Scholar pretendus, I noticed that you've put your foot in it big time with your claim about Jeremiah 25:12, so I decided to disembowel your claims again. You said:
: Jeremiah 25:12 most emphatically has nothing to say that would date it to 539 for its judgement against Babylon could only commence after the years ended with the Return of the Exiles in 537.
First, nothing whatsoever in the text says anything about a "Return of the Exiles", much less a return of exiles in a specific year. This is trivial to show, by quoting the passage in question (NASB):
11 This whole land will be a desolation and a horror, and these nations will serve the king of Babylon seventy years. 12 'Then it will be when seventy years are completed I will punish the king of Babylon and that nation,' declares the LORD, 'for their iniquity, and the land of the Chaldeans; and I will make it an everlasting desolation.'
The passage doesn't even speak of the Jews, although previous passages show that the Jews were among "these nations" that verse 11 specifically mentions. Clearly, "these nations" were to serve the king of Babylon for 70 years, and that servitude certainly did not end when the Jews returned to Jerusalem in 538 B.C.
Your claim is demonstrably false.
But here is your royal screwup:
: Your theory here is simply impossible. The text clearly associates the judgement against Babylon with the desolation of Babylon and its land which did not happen in 539 BCE.
Very good! The judgment is associated with Babylon alright. But a judgment of desolation did not come for more than another 900 years, because the city was inhabited at least through the 4th century A.D. For this reason alone, it's ridiculous to claim that verse 12 applies to a judgment so far in the future that no one would care, some 1000 years in the future with respect to Jeremiah's audience. Obviously then, Jeremiah's prophecy was intended to be fulfilled upon Babylon in a way that no one living at the time could deny.
The language connecting verses 11 and 12 proves this point. After verse 11 states that "these nations will serve the king of Babylon seventy years", verse 12 directly connects the end of that servitude with the punishment of the king of Babylon: "THEN it will be when seventy years are completed I will punish the king of Babylon." In other words, it was to be right "then", or "at that time", as soon as the 70 years were over, that the king would be punished. And not just the king, of course, but the nation.
How was the king of Babylon punished? Nabonidus, the primary king, was deposed. Belshazzzar, the second ruler in the kingdom, was killed.
How was the nation punished? It lost its empire and its primacy in the region and was replaced by the kingdom of the Persians and the Medes.
To claim that these things were not a punishment is beyond stupid, and a clear case of special pleading.

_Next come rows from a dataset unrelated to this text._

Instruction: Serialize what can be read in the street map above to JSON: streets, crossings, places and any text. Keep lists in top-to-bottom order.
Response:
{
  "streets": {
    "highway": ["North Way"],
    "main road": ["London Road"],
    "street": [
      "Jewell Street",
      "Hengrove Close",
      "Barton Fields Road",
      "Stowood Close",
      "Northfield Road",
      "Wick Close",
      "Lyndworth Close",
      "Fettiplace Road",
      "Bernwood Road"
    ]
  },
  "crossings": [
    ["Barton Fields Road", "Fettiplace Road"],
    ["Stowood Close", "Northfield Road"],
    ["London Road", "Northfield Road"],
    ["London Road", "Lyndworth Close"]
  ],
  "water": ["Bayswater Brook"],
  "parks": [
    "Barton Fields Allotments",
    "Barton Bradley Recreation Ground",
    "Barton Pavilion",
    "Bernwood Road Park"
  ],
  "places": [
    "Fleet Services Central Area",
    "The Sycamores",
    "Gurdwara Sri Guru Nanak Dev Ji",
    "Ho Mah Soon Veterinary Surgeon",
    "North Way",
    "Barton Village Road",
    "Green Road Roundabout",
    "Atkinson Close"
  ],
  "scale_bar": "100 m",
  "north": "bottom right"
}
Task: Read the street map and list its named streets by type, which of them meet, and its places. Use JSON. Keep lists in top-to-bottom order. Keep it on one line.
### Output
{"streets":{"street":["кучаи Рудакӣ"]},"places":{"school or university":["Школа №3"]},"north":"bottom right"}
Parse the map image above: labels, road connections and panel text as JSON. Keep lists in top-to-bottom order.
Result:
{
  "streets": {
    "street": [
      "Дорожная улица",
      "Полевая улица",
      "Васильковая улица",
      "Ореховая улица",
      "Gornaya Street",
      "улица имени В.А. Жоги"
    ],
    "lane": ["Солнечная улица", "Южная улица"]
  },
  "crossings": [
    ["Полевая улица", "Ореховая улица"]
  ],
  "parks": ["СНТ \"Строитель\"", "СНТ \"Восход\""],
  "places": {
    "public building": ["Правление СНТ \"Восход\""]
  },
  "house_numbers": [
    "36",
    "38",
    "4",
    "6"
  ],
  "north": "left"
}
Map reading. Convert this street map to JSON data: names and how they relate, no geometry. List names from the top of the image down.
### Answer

It's also easy to see that a complete desolation of Babylon occurring some 900 years after its fall in 539 is consistent with the words of Jeremiah: the fall in 539 began a long, slow decline that ended with complete desolation nearly a millennium later.
In view of the above, scholar pretendus, it's clear that your claim that my "theory here is simply impossible" is more smoke and mirrors designed to throw yourself off from the simple fact that the McFadzen Hypothesis is completely unbiblical.
I will also point out that the McFadzen Hypothesis is at odds with that of Mommy Watchtower here, since the latter's only discussion of the matter claimed that the punishment upon the king of Babylon was not the city's desolation a millennium after Jeremiah's prophecy, but the fact that the king of Babylon in 537 B.C., poor old Cyrus, was commissioned by God to allow the Jews to return home. So, scholar pretendus, by publicly advancing a "different doctrine" than Mommy's, you've made yourself an apostate in her eyes.
A further point: you continue to ignore the absolutely clear words of Jeremiah 27:6, 7. Here God says (NASB):
6 Now I have given all these lands into the hand of Nebuchadnezzar king of Babylon, My servant, and I have given him also the wild animals of the field to serve him. 7 All the nations shall serve him and his son and his grandson until the time of his own land comes; then many nations and great kings will make him their servant.
This is clearly speaking of Nebuchadnezzar and his dynasty -- not some minor city officials who presided over Babylon's final abandonment a millennium later. This passage is completely consistent with, and complementary to, Jeremiah 25:11, 12. In fact, it leaves no room at all for the ridiculous special pleadings engaged in by the likes of you, Rolf Furuli and Mommy Watchtower.
Each bit of verse 7 was completely fulfilled in 539 B.C.: "All the nations" round about Judah served Nebuchadnezzar's dynasty until that dynasty ended in 539; at that time, "the time of his own land" came for it to be judged and punished by its being conquered by a foreign power; at that time, "many nations and great kings" made "him their servant" by subjugating Nebuchadnezzar's dynasty.
To claim that Nebuchadnezzar's dynasty was not thoroughly punished, or called to account, in 539 B.C. is beyond stupid, and a clear case of special pleading.
To ignore this fact is to engage in gross scholastic dishonesty.
Jeremiah 27:6, 7, then, clearly proves that Jeremiah 25:12 can refer only to the demise of Nebuchadnezzar's dynasty in 539 B.C.